INSTRUCTIONS TO FOLLOW. Give back only the lines in the records below from the one with "translate:-50% -50%; white-space:nowrap;" to the one with "position:absolute; left:18px; top:18px;", both inclusive, word for word.

EXCERPTED RECORDS.
Segment Open

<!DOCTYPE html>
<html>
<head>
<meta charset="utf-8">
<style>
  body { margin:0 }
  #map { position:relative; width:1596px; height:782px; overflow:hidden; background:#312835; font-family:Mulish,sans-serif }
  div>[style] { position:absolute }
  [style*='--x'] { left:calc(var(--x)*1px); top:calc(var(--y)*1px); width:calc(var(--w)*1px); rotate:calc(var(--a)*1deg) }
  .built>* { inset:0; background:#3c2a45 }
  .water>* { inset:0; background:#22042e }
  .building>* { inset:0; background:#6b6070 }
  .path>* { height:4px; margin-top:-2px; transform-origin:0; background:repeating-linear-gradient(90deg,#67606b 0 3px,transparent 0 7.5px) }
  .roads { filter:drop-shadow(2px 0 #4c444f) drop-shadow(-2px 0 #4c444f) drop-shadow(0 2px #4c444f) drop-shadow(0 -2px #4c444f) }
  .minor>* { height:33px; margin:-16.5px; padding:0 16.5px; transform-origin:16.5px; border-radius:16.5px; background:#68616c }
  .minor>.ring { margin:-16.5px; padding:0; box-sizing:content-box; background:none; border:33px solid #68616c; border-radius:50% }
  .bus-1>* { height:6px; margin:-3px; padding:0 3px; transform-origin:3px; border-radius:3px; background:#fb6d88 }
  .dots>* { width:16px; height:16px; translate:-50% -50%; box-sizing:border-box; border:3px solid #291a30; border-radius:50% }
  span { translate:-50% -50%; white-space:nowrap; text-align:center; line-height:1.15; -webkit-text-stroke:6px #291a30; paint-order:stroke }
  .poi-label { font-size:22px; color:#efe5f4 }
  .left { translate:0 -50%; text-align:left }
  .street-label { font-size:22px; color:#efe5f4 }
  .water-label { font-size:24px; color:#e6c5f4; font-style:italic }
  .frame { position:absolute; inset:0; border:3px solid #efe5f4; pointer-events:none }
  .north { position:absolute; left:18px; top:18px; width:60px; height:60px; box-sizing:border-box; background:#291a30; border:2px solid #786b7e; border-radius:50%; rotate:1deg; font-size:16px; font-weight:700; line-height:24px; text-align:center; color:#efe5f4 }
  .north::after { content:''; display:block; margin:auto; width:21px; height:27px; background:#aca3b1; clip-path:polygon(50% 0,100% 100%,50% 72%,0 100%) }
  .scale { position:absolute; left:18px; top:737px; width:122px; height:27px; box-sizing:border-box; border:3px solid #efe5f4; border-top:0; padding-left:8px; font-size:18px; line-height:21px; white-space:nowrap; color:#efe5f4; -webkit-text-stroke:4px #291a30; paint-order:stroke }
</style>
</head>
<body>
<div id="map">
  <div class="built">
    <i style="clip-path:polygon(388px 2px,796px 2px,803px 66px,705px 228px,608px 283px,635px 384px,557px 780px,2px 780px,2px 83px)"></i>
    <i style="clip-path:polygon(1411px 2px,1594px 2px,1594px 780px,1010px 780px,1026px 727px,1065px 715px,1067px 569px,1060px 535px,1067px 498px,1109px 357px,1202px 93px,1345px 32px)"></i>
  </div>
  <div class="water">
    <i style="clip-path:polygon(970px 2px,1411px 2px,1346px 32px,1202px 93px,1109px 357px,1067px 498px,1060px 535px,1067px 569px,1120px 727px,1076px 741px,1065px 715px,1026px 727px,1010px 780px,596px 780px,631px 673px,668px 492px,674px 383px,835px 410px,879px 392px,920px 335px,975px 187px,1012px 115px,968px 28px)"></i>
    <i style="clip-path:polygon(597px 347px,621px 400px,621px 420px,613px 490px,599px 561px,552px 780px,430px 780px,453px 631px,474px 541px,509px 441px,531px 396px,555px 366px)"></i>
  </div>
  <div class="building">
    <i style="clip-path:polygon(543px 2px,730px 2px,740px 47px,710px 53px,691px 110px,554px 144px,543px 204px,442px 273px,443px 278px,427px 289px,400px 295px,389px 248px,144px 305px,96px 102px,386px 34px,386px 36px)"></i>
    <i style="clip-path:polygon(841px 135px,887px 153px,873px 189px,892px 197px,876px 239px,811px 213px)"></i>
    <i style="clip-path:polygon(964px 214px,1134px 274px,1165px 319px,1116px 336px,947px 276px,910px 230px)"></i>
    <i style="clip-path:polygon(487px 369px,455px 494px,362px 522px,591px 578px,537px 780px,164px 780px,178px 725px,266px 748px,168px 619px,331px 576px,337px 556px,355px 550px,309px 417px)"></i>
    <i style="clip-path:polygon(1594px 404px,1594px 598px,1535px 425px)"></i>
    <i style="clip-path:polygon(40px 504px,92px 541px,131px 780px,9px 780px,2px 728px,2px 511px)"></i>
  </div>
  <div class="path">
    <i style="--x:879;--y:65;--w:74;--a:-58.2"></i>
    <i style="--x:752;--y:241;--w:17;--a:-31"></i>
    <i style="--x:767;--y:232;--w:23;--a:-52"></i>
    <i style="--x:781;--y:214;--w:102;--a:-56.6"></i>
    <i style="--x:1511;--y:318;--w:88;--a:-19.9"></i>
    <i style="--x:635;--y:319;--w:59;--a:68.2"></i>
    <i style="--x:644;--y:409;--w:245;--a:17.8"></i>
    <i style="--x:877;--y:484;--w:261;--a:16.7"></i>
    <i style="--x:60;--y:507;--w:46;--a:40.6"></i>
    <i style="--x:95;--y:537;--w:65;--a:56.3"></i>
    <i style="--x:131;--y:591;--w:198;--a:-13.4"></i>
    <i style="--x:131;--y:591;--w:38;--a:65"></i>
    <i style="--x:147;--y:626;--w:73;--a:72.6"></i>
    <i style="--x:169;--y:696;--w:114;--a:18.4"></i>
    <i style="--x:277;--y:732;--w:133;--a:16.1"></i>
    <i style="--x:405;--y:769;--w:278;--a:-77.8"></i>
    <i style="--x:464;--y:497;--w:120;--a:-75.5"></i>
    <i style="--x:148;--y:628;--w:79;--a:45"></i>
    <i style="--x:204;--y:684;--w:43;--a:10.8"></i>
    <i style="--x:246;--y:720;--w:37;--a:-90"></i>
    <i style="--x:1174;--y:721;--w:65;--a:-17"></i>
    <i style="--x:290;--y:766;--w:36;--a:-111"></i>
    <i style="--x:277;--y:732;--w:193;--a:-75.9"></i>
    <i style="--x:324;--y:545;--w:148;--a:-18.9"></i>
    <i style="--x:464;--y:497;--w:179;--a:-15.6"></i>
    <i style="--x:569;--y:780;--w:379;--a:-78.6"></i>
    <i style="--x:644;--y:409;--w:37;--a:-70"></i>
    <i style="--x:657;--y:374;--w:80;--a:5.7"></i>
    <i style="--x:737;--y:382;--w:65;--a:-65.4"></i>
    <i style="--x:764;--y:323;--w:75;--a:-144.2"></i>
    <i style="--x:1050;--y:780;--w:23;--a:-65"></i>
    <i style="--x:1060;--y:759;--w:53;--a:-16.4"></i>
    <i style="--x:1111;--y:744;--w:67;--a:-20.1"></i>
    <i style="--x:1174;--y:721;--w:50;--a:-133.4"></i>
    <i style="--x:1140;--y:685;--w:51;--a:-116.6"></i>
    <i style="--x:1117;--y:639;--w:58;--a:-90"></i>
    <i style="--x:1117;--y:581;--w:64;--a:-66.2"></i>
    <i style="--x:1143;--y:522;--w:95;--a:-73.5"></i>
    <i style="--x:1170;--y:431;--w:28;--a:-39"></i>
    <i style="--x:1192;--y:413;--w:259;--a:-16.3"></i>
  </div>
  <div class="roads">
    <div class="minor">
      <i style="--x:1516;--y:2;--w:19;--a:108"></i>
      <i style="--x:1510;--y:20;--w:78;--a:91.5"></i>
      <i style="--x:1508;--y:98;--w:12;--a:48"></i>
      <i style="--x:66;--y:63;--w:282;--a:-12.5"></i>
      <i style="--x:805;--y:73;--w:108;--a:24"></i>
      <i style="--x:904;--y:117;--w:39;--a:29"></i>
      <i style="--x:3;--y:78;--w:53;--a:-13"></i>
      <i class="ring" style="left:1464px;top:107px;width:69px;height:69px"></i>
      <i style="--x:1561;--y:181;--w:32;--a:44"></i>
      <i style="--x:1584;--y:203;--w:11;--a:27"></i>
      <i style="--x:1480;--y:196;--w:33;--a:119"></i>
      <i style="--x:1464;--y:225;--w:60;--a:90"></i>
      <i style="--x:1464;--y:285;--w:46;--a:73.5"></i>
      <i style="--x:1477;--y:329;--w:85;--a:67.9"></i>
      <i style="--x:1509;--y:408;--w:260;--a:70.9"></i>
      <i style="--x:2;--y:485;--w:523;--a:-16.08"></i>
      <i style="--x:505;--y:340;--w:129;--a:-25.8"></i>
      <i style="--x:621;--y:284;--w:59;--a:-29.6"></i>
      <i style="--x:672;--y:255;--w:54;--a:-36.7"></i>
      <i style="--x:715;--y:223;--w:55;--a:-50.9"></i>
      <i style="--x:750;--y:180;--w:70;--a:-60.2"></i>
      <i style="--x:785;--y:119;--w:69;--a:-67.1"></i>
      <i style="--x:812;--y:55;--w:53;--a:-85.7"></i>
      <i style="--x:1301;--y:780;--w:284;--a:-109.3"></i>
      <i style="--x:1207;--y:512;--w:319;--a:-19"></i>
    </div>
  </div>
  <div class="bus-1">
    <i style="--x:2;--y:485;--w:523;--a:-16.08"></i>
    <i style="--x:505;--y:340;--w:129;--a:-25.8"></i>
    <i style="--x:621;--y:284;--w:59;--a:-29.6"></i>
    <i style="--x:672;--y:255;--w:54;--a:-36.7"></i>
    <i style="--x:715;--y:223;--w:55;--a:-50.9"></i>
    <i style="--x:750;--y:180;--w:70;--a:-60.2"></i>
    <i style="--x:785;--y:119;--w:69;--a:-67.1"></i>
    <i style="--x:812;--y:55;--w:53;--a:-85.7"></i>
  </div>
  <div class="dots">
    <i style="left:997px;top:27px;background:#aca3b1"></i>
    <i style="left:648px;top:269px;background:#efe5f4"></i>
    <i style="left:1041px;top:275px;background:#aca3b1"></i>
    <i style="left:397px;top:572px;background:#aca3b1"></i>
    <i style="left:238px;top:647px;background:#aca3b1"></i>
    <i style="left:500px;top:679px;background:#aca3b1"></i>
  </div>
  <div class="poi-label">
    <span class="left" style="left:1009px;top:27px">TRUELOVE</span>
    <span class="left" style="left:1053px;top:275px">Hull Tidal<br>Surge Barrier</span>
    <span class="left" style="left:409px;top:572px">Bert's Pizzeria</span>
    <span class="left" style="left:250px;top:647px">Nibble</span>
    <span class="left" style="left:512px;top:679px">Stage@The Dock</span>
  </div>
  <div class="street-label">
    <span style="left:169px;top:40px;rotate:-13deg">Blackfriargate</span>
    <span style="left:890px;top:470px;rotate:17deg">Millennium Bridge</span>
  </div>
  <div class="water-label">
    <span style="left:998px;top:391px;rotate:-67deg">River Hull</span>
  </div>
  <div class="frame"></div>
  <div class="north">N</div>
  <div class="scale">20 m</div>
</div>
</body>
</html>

Segment Closed

COMPLETED EXERCISE.
  span { translate:-50% -50%; white-space:nowrap; text-align:center; line-height:1.15; -webkit-text-stroke:6px #291a30; paint-order:stroke }
  .poi-label { font-size:22px; color:#efe5f4 }
  .left { translate:0 -50%; text-align:left }
  .street-label { font-size:22px; color:#efe5f4 }
  .water-label { font-size:24px; color:#e6c5f4; font-style:italic }
  .frame { position:absolute; inset:0; border:3px solid #efe5f4; pointer-events:none }
  .north { position:absolute; left:18px; top:18px; width:60px; height:60px; box-sizing:border-box; background:#291a30; border:2px solid #786b7e; border-radius:50%; rotate:1deg; font-size:16px; font-weight:700; line-height:24px; text-align:center; color:#efe5f4 }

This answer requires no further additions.